### Task to carry out:
Exact repetition of every record is required.
Start of Entries shown
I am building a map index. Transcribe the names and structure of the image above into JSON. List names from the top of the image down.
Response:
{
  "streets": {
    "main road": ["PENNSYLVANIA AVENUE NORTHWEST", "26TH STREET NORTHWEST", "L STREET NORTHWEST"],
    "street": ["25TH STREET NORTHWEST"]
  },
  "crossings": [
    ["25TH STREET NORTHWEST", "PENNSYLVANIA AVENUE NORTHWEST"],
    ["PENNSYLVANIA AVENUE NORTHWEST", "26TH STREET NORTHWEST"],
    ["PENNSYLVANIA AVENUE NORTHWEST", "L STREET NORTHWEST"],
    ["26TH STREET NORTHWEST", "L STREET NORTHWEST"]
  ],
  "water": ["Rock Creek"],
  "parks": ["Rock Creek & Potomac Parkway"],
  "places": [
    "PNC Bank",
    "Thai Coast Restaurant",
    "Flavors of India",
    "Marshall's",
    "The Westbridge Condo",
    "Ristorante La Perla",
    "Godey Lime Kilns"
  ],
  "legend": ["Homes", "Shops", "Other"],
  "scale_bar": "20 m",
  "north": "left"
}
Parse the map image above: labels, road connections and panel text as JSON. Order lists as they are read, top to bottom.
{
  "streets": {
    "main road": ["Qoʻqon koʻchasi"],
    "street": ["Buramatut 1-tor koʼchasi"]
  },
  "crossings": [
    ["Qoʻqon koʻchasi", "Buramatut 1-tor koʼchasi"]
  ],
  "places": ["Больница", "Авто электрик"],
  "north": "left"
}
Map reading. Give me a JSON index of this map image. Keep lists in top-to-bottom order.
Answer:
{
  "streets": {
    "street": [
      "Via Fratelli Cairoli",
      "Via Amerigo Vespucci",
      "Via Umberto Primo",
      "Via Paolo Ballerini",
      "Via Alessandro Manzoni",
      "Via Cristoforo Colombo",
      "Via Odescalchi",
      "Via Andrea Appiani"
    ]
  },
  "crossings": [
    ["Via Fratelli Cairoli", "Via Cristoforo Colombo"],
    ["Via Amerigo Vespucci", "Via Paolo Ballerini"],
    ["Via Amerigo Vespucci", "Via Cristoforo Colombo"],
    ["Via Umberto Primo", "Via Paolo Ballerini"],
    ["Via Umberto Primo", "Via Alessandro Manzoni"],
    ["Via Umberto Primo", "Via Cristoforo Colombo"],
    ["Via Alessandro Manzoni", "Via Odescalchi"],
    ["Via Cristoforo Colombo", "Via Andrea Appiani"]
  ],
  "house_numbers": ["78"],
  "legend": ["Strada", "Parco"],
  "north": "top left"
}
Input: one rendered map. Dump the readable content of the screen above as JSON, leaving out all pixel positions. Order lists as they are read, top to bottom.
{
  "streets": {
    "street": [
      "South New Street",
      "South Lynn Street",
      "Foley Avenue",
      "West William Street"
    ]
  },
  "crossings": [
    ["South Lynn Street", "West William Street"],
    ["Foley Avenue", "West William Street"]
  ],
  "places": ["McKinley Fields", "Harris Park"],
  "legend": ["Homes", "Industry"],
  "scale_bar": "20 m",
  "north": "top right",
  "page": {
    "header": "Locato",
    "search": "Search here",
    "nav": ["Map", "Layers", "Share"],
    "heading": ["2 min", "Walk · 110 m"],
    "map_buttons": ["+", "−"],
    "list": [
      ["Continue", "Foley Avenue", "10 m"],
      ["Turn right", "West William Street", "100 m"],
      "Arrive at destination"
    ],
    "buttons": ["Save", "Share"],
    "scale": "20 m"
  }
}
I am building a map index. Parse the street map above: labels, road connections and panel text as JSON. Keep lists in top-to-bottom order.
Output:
End of Entries shown
### Written solution:
I am building a map index. Transcribe the names and structure of the image above into JSON. List names from the top of the image down.
Response:
{
  "streets": {
    "main road": ["PENNSYLVANIA AVENUE NORTHWEST", "26TH STREET NORTHWEST", "L STREET NORTHWEST"],
    "street": ["25TH STREET NORTHWEST"]
  },
  "crossings": [
    ["25TH STREET NORTHWEST", "PENNSYLVANIA AVENUE NORTHWEST"],
    ["PENNSYLVANIA AVENUE NORTHWEST", "26TH STREET NORTHWEST"],
    ["PENNSYLVANIA AVENUE NORTHWEST", "L STREET NORTHWEST"],
    ["26TH STREET NORTHWEST", "L STREET NORTHWEST"]
  ],
  "water": ["Rock Creek"],
  "parks": ["Rock Creek & Potomac Parkway"],
  "places": [
    "PNC Bank",
    "Thai Coast Restaurant",
    "Flavors of India",
    "Marshall's",
    "The Westbridge Condo",
    "Ristorante La Perla",
    "Godey Lime Kilns"
  ],
  "legend": ["Homes", "Shops", "Other"],
  "scale_bar": "20 m",
  "north": "left"
}
Parse the map image above: labels, road connections and panel text as JSON. Order lists as they are read, top to bottom.
{
  "streets": {
    "main road": ["Qoʻqon koʻchasi"],
    "street": ["Buramatut 1-tor koʼchasi"]
  },
  "crossings": [
    ["Qoʻqon koʻchasi", "Buramatut 1-tor koʼchasi"]
  ],
  "places": ["Больница", "Авто электрик"],
  "north": "left"
}
Map reading. Give me a JSON index of this map image. Keep lists in top-to-bottom order.
Answer:
{
  "streets": {
    "street": [
      "Via Fratelli Cairoli",
      "Via Amerigo Vespucci",
      "Via Umberto Primo",
      "Via Paolo Ballerini",
      "Via Alessandro Manzoni",
      "Via Cristoforo Colombo",
      "Via Odescalchi",
      "Via Andrea Appiani"
    ]
  },
  "crossings": [
    ["Via Fratelli Cairoli", "Via Cristoforo Colombo"],
    ["Via Amerigo Vespucci", "Via Paolo Ballerini"],
    ["Via Amerigo Vespucci", "Via Cristoforo Colombo"],
    ["Via Umberto Primo", "Via Paolo Ballerini"],
    ["Via Umberto Primo", "Via Alessandro Manzoni"],
    ["Via Umberto Primo", "Via Cristoforo Colombo"],
    ["Via Alessandro Manzoni", "Via Odescalchi"],
    ["Via Cristoforo Colombo", "Via Andrea Appiani"]
  ],
  "house_numbers": ["78"],
  "legend": ["Strada", "Parco"],
  "north": "top left"
}
Input: one rendered map. Dump the readable content of the screen above as JSON, leaving out all pixel positions. Order lists as they are read, top to bottom.
{
  "streets": {
    "street": [
      "South New Street",
      "South Lynn Street",
      "Foley Avenue",
      "West William Street"
    ]
  },
  "crossings": [
    ["South Lynn Street", "West William Street"],
    ["Foley Avenue", "West William Street"]
  ],
  "places": ["McKinley Fields", "Harris Park"],
  "legend": ["Homes", "Industry"],
  "scale_bar": "20 m",
  "north": "top right",
  "page": {
    "header": "Locato",
    "search": "Search here",
    "nav": ["Map", "Layers", "Share"],
    "heading": ["2 min", "Walk · 110 m"],
    "map_buttons": ["+", "−"],
    "list": [
      ["Continue", "Foley Avenue", "10 m"],
      ["Turn right", "West William Street", "100 m"],
      "Arrive at destination"
    ],
    "buttons": ["Save", "Share"],
    "scale": "20 m"
  }
}
I am building a map index. Parse the street map above: labels, road connections and panel text as JSON. Keep lists in top-to-bottom order.
Output:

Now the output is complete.